- **What the task requires**
Among the entries, find the lines with the string "rows" and copy them.

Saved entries
┌────────

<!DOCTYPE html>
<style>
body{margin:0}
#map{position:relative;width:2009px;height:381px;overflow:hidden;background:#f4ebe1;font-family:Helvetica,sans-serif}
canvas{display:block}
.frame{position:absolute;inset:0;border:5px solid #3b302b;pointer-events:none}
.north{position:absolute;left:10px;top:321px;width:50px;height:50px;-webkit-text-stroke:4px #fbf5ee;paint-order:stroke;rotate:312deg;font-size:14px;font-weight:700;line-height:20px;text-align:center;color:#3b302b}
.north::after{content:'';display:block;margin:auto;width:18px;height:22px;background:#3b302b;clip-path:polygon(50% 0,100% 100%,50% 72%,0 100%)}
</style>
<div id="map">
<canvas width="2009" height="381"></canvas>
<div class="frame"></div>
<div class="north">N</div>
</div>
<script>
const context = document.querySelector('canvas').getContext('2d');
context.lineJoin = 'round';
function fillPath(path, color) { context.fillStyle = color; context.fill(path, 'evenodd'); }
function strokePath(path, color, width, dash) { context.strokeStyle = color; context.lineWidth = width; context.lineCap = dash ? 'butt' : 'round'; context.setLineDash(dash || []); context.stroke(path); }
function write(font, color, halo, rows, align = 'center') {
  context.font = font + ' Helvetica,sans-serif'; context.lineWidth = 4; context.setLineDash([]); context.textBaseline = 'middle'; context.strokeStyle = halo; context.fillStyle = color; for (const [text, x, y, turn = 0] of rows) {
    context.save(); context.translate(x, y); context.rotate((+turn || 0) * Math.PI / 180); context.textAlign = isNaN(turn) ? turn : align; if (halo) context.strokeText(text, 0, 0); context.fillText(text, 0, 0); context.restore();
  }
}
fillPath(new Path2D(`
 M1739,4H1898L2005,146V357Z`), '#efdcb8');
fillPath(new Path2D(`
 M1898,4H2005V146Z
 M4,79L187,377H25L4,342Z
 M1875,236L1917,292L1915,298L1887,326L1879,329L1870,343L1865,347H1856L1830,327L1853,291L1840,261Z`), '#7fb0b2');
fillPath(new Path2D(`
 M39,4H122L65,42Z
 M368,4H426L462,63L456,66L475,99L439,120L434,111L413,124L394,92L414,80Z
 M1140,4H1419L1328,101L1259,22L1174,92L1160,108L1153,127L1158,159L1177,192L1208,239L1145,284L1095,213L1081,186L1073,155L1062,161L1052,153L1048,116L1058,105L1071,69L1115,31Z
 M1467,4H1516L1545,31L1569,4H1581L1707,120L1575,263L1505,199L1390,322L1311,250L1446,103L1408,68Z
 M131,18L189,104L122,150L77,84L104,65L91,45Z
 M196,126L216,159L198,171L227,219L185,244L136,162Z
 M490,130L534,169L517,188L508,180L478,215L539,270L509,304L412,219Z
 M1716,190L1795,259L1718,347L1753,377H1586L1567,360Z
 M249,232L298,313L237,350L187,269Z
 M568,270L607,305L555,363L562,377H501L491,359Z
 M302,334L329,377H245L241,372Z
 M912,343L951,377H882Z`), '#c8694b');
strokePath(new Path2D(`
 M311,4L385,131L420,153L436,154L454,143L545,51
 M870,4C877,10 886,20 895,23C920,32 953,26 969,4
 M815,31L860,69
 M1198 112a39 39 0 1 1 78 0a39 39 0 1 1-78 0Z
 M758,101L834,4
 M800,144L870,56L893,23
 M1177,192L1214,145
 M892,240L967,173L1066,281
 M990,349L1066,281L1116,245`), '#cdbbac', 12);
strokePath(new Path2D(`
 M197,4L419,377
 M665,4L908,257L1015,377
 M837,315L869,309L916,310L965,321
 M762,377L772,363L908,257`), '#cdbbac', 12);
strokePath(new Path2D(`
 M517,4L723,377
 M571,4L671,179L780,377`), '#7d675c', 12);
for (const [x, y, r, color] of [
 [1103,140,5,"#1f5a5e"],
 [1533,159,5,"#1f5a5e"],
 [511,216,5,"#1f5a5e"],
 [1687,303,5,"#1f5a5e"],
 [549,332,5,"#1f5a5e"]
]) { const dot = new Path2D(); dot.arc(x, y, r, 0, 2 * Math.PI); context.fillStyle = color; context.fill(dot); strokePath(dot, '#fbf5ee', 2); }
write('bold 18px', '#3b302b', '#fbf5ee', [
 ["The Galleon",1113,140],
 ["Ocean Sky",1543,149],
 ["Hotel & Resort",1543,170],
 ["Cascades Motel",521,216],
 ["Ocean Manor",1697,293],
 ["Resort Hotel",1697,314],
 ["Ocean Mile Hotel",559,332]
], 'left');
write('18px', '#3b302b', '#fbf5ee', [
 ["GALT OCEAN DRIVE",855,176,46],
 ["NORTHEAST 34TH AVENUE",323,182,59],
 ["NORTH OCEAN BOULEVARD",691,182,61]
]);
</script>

└────────

- **Response for this exercise**
function write(font, color, halo, rows, align = 'center') {
  context.font = font + ' Helvetica,sans-serif'; context.lineWidth = 4; context.setLineDash([]); context.textBaseline = 'middle'; context.strokeStyle = halo; context.fillStyle = color; for (const [text, x, y, turn = 0] of rows) {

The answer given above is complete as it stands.